There are a lot of people who are aware of single payer and who support it—a lot less who are aware of promise of public banking let alone activists working on making it  happen. But it is very possible that Public Banking could succeed before single payer does. That’s because it can be implemented on a much smaller scale.  And Mark Armstrong, Executive Director of the Public Banking Institute, told me that the clearest beneficiaries of Public banking are community banks. He also says that community banks are being royally screwed by the new Dodd Frank Bank legislation going into effect—to the benefit of big banks.
One major similarity between the two is they both help local governments. Single payer  healthcare drops the costs for governments dramatically. Public Banking lowers costs AND raises funds, while supporting local community banks.
Class War and The War Between Top Down Powers and the Bottom up revolution. In a recent op-ed, Paul Krugman said, “America’s top-down class warriors lost big in the last election”.  I’m not the only one talking about top down war against the rest of us. That top down war has gone through changes. That’s a good thing. Multinational corporations and international bankers are among the most powerful top-down players, starting with the Rothchilds—a banking dynasty that took power over 300 years ago—and is still holding on to it.
Public banking has the potential to play a massive role in financially powering the bottom-up revolution, empowering de-centralization and the move from hirearchy to horizontalism.

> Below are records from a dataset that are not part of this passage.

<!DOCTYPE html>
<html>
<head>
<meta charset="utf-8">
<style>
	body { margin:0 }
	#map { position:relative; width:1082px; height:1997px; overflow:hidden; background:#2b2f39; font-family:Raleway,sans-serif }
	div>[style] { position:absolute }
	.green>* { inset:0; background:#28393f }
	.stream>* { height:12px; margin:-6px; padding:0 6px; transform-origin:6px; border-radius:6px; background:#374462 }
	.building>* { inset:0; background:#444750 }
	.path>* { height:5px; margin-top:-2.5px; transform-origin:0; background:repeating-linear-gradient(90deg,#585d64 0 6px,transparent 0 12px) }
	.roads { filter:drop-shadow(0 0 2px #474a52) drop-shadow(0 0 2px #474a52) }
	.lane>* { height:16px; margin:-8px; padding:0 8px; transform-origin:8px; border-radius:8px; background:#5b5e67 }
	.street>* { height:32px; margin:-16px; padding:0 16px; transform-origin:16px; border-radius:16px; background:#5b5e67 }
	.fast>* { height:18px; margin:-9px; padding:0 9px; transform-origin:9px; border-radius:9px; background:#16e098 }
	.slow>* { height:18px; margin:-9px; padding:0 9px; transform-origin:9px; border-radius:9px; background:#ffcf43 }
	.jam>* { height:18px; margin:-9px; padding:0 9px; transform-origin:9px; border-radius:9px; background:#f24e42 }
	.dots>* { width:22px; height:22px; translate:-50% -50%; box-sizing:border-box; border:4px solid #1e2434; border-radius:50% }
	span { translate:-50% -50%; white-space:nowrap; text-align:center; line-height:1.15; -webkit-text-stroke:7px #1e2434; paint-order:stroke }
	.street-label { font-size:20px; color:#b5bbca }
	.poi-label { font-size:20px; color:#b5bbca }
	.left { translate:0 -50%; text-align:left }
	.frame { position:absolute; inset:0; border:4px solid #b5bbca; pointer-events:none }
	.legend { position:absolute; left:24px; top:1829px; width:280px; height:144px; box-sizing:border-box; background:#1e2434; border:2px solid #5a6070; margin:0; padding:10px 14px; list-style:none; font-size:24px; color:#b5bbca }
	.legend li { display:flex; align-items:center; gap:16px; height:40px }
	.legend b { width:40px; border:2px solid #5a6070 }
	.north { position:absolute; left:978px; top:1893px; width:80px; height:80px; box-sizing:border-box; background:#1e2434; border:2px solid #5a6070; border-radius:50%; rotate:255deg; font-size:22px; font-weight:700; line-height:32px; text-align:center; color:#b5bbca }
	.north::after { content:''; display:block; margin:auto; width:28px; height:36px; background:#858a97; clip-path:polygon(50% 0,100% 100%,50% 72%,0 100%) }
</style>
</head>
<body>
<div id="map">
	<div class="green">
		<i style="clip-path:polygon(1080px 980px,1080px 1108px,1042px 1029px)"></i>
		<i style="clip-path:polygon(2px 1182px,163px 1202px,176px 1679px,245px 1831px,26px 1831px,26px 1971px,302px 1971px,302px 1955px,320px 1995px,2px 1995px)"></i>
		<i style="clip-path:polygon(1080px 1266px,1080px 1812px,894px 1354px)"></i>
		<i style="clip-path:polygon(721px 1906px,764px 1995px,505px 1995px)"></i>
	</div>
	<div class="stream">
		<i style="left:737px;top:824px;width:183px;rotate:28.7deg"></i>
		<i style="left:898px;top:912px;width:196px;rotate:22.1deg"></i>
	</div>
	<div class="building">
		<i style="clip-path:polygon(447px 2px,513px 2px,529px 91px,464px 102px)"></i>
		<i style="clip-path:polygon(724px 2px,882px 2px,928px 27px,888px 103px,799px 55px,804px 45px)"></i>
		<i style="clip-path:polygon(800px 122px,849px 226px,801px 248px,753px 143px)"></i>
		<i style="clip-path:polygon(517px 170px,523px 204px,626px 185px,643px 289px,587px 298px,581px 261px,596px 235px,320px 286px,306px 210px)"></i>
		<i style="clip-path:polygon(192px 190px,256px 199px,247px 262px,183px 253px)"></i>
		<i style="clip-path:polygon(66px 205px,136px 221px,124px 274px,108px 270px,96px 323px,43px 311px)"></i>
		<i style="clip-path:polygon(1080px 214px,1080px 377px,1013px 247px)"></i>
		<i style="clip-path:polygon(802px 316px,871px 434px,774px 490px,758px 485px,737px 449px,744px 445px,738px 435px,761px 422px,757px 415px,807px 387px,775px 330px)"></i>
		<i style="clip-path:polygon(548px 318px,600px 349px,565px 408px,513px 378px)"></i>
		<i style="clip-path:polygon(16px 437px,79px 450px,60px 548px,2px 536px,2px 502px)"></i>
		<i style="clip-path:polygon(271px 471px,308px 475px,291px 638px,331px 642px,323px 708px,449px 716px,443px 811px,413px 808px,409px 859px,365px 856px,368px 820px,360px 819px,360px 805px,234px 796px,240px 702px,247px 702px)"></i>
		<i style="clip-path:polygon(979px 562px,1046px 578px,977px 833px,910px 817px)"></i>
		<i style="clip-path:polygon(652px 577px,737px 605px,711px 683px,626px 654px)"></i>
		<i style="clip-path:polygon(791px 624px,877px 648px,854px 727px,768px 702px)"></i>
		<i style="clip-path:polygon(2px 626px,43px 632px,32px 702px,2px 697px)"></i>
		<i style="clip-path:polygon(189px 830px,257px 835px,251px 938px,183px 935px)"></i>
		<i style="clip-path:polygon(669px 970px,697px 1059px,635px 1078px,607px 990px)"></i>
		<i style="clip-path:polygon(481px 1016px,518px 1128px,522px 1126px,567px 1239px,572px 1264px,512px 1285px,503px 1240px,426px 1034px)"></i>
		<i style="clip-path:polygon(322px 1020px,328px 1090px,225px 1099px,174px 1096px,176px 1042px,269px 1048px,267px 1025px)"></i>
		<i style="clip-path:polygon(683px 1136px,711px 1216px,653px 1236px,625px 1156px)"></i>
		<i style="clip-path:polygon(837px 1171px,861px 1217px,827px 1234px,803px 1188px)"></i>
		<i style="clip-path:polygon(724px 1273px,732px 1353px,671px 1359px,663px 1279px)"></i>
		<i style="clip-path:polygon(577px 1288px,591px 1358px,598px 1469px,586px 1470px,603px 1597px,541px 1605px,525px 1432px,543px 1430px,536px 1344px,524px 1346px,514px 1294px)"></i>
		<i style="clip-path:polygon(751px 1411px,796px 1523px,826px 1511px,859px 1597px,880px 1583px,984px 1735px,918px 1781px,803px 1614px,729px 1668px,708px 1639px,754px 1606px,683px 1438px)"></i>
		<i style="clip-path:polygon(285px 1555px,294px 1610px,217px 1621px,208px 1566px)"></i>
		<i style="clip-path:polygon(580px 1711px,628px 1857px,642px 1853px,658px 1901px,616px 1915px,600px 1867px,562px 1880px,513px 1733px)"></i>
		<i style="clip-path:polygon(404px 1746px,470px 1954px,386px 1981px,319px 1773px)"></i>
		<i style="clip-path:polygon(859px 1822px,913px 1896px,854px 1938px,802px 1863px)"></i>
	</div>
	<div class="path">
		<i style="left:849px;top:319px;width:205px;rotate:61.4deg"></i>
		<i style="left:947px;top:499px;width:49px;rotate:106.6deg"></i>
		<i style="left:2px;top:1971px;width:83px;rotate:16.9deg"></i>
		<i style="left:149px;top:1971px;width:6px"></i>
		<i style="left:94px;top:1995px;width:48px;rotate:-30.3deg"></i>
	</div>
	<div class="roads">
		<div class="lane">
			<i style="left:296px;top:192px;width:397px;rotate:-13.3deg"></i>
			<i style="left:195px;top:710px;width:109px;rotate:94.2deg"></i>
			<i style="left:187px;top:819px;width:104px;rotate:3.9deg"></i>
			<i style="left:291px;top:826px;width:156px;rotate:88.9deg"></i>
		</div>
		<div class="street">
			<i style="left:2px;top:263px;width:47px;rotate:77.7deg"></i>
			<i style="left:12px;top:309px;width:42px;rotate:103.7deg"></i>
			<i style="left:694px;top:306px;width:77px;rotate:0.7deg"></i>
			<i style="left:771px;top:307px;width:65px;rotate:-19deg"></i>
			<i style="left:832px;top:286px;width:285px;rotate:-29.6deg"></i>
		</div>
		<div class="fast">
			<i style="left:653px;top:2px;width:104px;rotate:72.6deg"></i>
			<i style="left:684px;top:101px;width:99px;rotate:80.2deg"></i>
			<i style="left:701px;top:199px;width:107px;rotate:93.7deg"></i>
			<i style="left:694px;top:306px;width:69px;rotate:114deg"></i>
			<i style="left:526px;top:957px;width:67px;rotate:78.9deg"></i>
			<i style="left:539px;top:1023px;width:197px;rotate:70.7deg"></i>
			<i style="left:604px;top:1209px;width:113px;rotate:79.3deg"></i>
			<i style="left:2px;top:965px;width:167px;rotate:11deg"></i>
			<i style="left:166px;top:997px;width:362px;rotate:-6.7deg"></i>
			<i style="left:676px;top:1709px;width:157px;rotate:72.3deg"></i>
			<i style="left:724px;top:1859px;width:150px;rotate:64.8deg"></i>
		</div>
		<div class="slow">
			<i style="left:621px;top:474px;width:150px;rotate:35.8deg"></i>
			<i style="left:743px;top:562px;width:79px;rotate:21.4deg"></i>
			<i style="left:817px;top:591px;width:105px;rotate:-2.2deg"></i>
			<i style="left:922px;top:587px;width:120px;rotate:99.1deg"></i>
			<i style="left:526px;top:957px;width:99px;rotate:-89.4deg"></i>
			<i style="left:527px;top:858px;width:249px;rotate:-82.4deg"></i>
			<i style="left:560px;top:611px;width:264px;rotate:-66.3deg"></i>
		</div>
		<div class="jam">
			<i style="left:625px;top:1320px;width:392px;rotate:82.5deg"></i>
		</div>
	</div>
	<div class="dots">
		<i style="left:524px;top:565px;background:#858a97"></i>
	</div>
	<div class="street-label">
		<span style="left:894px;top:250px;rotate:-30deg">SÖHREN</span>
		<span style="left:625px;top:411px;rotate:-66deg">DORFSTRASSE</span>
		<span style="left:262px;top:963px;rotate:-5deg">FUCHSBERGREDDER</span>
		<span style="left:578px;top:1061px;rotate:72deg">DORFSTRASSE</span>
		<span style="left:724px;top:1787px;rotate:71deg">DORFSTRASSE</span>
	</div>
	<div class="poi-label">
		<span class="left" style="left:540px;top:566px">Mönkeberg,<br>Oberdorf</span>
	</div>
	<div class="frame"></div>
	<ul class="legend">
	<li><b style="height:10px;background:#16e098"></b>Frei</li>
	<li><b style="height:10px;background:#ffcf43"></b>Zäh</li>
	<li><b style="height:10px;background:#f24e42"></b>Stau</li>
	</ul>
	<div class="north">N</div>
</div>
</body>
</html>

Imagine some to advocate for that actually pays for itself in many ways. Actually that’s true for Public Banking, Single Payer healthcare AND elimination of privatized prisons.
Actually, perhaps what we need is a de-privatization movement—undoing the damage that privatization has done under the cover of shock doctrine tactics.  The first step would be to identify ALL the parameters and aspects of the commons that have been privatized—from parking to water to underground natural resource and oil.
We are living in a nation where massive corporations have parasitized our resources, our institutions, our civic assets—placing massive additional costs upon the middle class. We have a healthcare system that, unlike the rest of the G-20 nations, must carry the burden of  health care for employees, making our industries less competitive.
We have a prison system that holds more prisoners than the rest of the world combined—with massive costs, which ruins lives and corrupts the democratic election process.
We need to take that inventory of all the privatized aspects of our world and build a strategy, a unified strategy for de-privatizing as much as possible. We need to develop new ways of thinking about public and private, about the commons and how we handle them, how we reclaim what was ours and what the  “top-down class warriors” have taken from us over the centuries.
I have a feeling that public banking, because it can make such a difference, could be a major linchpin that helps change the balance of power between the forces of top-down and bottom-up.
Ellen Brown, author of Web Of Debt,  gave some stats in her presentation:
35-40% of everything we buy  goes to interest.
29% of business profits go to the financial industry.
21-32 trillion are hidden in offshore tax havens.
You don’t have to be paying interest on anything directly to be paying interest. Interest is built into the product.
40% of public projects, on average, goes to interest.